The government is a human institution and consequently is fallible in all that it does; therefore, every good law is going to be poorly enforced at least some of the time. Innocent people will be arrested and convicted. Guilty people will take advantage of corruption and go free. Disobeying parents is immoral, and the government would not be transgressing the boundaries of its authority to take action against this wrong. But the damage the government would do in its attempts to investigate, prosecute, and punish such a crime would likely outweigh considerably any good that might be accomplished.

That kind of practical thinking, however, is a far different thing from the reluctance that Jimmy Carter demonstrated when it came time to decide whether the boundaries of Christian ethics that he himself observed should be applied to the lives of others. Rather than deliberating whether government enforcement was practical, Carter hesitated at wondering whether it was appropriate. Again, although I shared and appreciated Carter's commitment to the Baptist doctrine of religious liberty, in cases like these, I think he misunderstood and misapplied it.

This final critique may be the most important one. I think that part of what motivated Jimmy Carter to minimize the clarity of the Bible on key issues and part of what motivated Jimmy Carter to shrink back from trying to apply the moral teachings of his faith to others was simply this: his political supporters and his political party were moving away from the Christian faith in those areas, and Carter wanted to be able to retain their affiliation and support.

It is at precisely this point that we Baptists need to show the Anabaptist project a little more respect. It is at precisely this point that Jimmy Carter has as much in common with Wolfe as he has with Wallis. How much can Christians give themselves to politics without giving themselves away to politics? How hard is it for a Christian to embrace government as a calling without embracing it as their first and highest calling?

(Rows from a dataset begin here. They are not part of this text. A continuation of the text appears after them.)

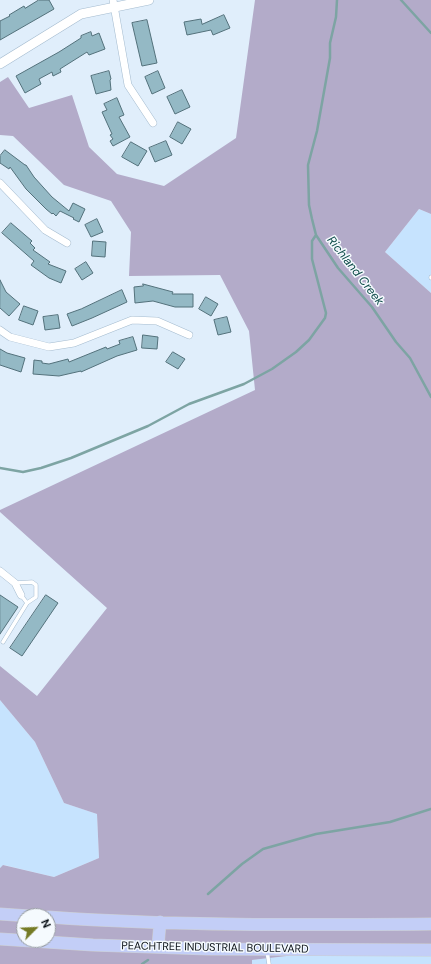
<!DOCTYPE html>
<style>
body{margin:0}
#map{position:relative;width:431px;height:964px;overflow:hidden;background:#e0eefb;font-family:"DM Sans",sans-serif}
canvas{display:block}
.north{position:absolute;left:16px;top:908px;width:40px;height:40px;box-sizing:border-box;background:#f5fafe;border:1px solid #969ca1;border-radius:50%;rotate:66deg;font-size:11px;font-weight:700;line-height:16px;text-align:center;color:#070e15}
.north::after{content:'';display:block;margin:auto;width:14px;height:18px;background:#757b25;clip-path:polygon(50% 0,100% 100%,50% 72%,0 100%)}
</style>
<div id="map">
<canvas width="431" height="964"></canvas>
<div class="north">N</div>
</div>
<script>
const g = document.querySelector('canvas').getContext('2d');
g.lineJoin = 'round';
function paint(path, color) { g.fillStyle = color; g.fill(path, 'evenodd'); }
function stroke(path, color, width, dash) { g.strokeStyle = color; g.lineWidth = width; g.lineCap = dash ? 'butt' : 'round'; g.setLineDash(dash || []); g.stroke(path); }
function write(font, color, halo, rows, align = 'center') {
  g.font = font + ' "DM Sans",sans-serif'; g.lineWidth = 3; g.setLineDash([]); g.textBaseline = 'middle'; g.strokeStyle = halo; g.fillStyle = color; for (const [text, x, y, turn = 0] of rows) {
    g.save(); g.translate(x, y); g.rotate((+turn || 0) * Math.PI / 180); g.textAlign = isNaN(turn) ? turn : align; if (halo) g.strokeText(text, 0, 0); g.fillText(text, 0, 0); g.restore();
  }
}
paint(new Path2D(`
 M419,209L431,214V293L385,252Z
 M0,700L35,742L64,803L97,814L99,858L54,877L4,865L0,868Z
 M431,950V964H252V960L313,953Z`), '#c6e3fe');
paint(new Path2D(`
 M255,0H431V214L419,209L385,252L431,293V950L313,953L252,960V964H0V868L3,865L54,877L99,858L97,814L64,803L35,742L0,700V666L37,696L107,608L0,512V510L255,390L249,331L220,275L129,276L131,232L111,201L64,185L13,136L0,135V82L8,77L29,108L72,95L89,147L117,174L164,186L236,138ZM24,916H48V940H24Z`), '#b3abc9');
stroke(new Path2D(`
 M337,0L336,17L330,43V58L317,131L308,165L309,205L312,219L316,235L338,268L372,307L396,342L410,358L431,397
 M401,0L431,33
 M0,468L23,472L41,468L71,458L148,426L189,404L244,384L272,369L296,352L309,340L325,318L326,313L312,259V241L316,235
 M208,894L242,864L263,849L316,834L390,822L431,809
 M142,964L148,960`), '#7da4a3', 2.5);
const building = new Path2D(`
 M39,0H49L54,9L0,40V21L10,16L9,15L24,6L25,8Z
 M224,15L230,28L213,35L211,30L187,35L184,22L201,19L202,24Z
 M147,20L157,63L142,66L132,23Z
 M91,32L92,36L99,33L105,49L89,55L87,52L60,69L61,72L53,76L52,72L39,79L41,84L25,93L16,76L59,52L81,38V36Z
 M109,71L111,79L110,80L111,90L96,94L91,76Z
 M158,71L165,88L152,94L145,77Z
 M182,90L190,107L175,114L167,97Z
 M117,98L124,115L119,117L130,137L113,146L110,141L113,139L110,135L112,134L102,112L107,110L104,104Z
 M178,122L191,129L182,144L170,137Z
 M166,141L172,155L155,162L149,148Z
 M131,142L147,151L138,166L122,157Z
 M5,150L25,165H26L34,177L52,197L69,211L73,203L85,209L79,222L73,219L74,218L60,211L56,216L53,213L52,214L46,209L26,189L10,167L9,169L0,163V156Z
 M97,219L103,232L91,237L85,225Z
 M11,223L32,241L30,243L35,248L33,250L50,262L48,264L66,271L61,283L49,278L31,265L34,261L2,233Z
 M93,241L106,242L105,257L92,256Z
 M86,262L93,273L82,280L75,269Z
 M0,280L6,292L20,304L9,316L0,308Z
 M143,284L173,292L172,294H193V307H175L153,301L135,303L134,287L143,286Z
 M122,290L127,302L92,318L72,326L67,314L81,309Z
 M206,297L218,304L211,316L199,309Z
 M24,306L38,311L33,325L19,320Z
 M58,315L60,328L45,330L43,317Z
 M227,317L231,332L218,335L214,320Z
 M143,335L158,337L157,349L142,348Z
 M133,337L137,350L117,356L81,372V371L59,376L33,374L34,360L42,361V363L49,364L68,359L69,362L106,347L107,349L120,344L119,341Z
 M0,349L7,353L25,358L21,372L0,365Z
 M173,352L185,359L178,369L166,362Z
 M0,595L18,607L0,634Z
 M46,595L58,603L22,656L10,648Z`);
paint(building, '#94b9c5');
stroke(building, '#53717b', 1);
const service = new Path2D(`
 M431,277V278
 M16,583L32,582L36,585V597L27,603
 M3,642L27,603L21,595
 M267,951L269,964`);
const minor = new Path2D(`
 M113,0L128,85L153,123
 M0,183L45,230L67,243
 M0,330L10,337L49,347L74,343L132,320L157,321L189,335
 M0,571L15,583L21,595`);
const tertiary = new Path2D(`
 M0,64L81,14L149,0`);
const primary = new Path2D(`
 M0,914L29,916
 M48,917C175,926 303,925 431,924
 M0,939L93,945L208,949L431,950
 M158,947L160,922`);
stroke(service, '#a4bbcf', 4.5);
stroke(minor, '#a4bbcf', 8);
stroke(tertiary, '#a4bbcf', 10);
stroke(primary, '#cdcfd0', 13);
stroke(service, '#fff', 3.5);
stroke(minor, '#fff', 7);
stroke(tertiary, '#fff', 9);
stroke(primary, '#c3cef7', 12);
write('11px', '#070e15', '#f5fafe', [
 ["PEACHTREE INDUSTRIAL BOULEVARD",215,948,1]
]);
write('italic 12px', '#0e4b49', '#f5fafe', [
 ["Richland Creek",355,271,52]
]);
</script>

Carter landed in a place where Democratic priorities of using the government to oppose greed, violence, and racism just happened to be the places where he thought Christianity ought to have a great deal of influence over society. The priorities embraced by the Religious Right of using the government to oppose debauchery, abortion, Islamic extremism, and government excess just happened to be the places where he thought that Christianity ought to restrain itself. Jesus determined much of Jimmy Carter's faith; the Democratic Party governed a lot of his message.

If this kind of thing is a coincidence, it is a coincidence that sure seems to happen a lot.

Maybe what we ought to learn from Jimmy Carter is that he actually was a Christian, and a good one at that, but that the arena of national politics is a place where even good Christians are hard pressed to remain true to their faith. His areas of compromise are not really puzzling. The politics explains them.

This kind of analysis is perhaps the least likely to take place, because that kind of question exonerates none of us. But it is the most needed for precisely the same reason.